Despite the burst of activism, flurry of legislative activity, and months of never-ending protests, this year’s long slog toward police reform seems even longer in retrospect. This was to be expected; after all, a Washington Post/Frontline investigation found that the Department of Justice’s more significant interventions at 16 police departments with histories of excessive or deadly force in the last two decades dragged on for years, costing taxpayers hundreds of millions of dollars in the process.
But still, this year’s lack of movement seems particularly disconcerting. In New York, none of the legislative solutions proposed in the aftermath of Eric Garner’s death in 2014 even made it out of committee. In Missouri, only one Ferguson-related police reform out of the dozens proposed became law. While an AP analysis found that 24 states passed at least 40 new reforms ranging from mandated body cameras to racial bias training, “far more proposals have stalled or failed … and few states have done anything to change their laws on when police are justified to use deadly force.” Hell, it took until September for the Federal Bureau of Investigation to even start collecting data on police shootings.
This should come as no surprise: The conservative backlash against police reforms, steeped in the “law and order” tradition of American politics, has long stymied the efforts of activists and reformers.

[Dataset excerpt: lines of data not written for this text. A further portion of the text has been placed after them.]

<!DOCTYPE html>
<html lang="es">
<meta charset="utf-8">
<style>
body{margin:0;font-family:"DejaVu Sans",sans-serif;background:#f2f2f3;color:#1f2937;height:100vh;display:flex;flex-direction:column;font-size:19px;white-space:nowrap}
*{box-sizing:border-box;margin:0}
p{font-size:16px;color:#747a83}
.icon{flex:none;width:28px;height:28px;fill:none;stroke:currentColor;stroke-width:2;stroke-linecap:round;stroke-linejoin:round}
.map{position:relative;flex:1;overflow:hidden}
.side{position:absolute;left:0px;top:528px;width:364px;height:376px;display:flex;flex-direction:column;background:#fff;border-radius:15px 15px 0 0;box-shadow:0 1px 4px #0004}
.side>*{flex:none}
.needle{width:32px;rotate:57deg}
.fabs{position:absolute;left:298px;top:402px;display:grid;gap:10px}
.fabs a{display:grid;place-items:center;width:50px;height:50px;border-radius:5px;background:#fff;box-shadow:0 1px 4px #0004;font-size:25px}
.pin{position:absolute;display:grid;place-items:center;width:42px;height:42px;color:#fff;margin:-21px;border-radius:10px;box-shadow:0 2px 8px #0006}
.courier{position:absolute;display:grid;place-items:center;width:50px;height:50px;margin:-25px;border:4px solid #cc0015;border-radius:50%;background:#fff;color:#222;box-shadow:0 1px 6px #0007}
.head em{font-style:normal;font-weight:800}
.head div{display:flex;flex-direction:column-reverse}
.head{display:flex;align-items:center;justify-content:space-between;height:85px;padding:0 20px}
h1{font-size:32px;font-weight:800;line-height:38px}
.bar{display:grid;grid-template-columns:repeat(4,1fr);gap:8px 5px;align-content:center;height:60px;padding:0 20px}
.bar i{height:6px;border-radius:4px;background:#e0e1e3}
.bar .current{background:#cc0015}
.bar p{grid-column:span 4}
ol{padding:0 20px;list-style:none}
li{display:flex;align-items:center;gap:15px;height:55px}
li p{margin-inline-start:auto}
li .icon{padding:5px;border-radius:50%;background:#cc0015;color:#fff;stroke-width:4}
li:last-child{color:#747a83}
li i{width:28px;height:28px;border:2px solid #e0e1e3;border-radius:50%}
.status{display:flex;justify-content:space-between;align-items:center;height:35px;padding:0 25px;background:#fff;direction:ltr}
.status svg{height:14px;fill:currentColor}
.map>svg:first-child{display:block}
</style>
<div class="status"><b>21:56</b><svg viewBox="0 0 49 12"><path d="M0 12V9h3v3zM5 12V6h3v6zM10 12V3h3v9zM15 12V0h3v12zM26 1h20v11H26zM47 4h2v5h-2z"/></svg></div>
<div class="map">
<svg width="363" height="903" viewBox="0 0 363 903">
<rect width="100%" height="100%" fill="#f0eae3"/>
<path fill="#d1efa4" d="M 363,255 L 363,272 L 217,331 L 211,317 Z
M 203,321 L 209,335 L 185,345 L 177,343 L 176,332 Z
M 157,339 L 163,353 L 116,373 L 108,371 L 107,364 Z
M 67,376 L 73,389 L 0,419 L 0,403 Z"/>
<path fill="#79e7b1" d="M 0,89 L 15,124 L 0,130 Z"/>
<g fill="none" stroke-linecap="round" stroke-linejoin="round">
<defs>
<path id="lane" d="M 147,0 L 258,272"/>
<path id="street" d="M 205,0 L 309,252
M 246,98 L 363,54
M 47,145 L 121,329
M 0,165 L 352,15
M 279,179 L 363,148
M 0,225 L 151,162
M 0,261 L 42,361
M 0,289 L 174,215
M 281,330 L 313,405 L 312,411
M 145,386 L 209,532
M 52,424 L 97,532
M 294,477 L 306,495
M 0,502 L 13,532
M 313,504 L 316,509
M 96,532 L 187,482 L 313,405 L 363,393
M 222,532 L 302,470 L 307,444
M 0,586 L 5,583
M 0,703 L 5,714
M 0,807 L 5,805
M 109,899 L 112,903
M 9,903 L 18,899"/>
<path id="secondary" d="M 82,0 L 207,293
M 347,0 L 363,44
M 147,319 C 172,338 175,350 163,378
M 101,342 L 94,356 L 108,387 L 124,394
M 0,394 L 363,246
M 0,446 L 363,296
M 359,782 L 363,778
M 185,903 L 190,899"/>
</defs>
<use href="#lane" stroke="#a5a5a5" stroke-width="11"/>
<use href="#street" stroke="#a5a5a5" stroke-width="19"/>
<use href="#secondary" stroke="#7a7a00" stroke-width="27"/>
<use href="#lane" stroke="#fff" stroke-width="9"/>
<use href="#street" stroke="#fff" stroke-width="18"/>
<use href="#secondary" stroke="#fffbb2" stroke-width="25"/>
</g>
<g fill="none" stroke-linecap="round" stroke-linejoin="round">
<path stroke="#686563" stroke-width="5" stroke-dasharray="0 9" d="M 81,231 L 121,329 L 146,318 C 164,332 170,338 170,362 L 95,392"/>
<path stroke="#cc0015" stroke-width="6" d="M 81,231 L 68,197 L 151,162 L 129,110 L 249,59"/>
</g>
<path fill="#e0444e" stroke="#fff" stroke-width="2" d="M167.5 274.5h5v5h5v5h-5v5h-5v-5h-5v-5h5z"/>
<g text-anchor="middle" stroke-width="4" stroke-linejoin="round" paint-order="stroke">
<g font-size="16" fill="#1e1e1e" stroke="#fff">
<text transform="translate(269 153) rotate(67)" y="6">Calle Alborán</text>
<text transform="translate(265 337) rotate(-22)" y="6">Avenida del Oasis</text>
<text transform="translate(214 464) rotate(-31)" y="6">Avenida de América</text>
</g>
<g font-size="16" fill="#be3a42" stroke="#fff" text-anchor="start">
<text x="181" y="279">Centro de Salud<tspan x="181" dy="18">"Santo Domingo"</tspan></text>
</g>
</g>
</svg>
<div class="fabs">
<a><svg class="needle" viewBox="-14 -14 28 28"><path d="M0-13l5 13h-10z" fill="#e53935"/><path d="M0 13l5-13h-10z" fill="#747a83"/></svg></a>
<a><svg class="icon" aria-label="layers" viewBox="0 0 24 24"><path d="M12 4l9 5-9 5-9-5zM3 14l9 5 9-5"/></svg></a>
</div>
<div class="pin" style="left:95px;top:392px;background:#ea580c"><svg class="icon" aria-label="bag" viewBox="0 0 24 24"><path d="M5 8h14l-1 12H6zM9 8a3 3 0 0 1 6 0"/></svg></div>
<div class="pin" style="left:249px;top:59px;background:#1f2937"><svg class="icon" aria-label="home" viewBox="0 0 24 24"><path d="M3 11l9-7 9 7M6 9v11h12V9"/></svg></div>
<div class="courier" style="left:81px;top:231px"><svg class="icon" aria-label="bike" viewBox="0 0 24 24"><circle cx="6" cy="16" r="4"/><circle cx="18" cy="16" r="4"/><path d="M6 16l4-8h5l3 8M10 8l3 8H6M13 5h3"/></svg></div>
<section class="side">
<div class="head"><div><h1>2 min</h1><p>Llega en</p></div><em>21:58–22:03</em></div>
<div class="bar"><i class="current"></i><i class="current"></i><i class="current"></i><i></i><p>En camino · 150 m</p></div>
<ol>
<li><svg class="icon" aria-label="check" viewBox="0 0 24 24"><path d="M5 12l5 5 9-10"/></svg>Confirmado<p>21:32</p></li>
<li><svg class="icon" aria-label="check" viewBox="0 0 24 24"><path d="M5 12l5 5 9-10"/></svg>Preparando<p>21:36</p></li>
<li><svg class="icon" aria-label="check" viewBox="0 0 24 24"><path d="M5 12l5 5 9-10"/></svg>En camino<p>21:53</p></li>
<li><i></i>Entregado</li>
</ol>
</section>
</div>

Despite the fact that a vast majority of Americans support police reforms like body cameras and independent prosecutors, plenty of voters expressed skepticism over the efficacy of the Black Lives Matter movement to actually accomplish significant reforms. While one could chalk this up to organizational trouble (every movement has its own brand of internal political drama), it’s more likely that the public’s been made antsy by a fictional “war on cops” drummed up by conservative media—despite the fact that the number of police officers killed in 2015 hit a 50-year low.
Quintonio LeGrier was killed on Saturday, but his death won’t go unnoticed and forgotten. That’s in part due to Michael Brown, who’s murder set off a spark in the country. And to Eric Garner, whose last words became a rallying cry for a burgeoning new civil rights movement. And to Walter Scott, whose videotaped death woke white America up to the reality of police abuse. And to Laquan McDonald, who was gunned down as he was walking away from Chicago police. And to Tamir Rice, whose senseless death stings anew on the day of Loehmann’s non-indictment.
It’s because of these individuals that we’re aware of, and enraged by, the fact that police killed nearly 1,000 American civilians in 2015—but, based on this year, only time will tell if that even makes a difference.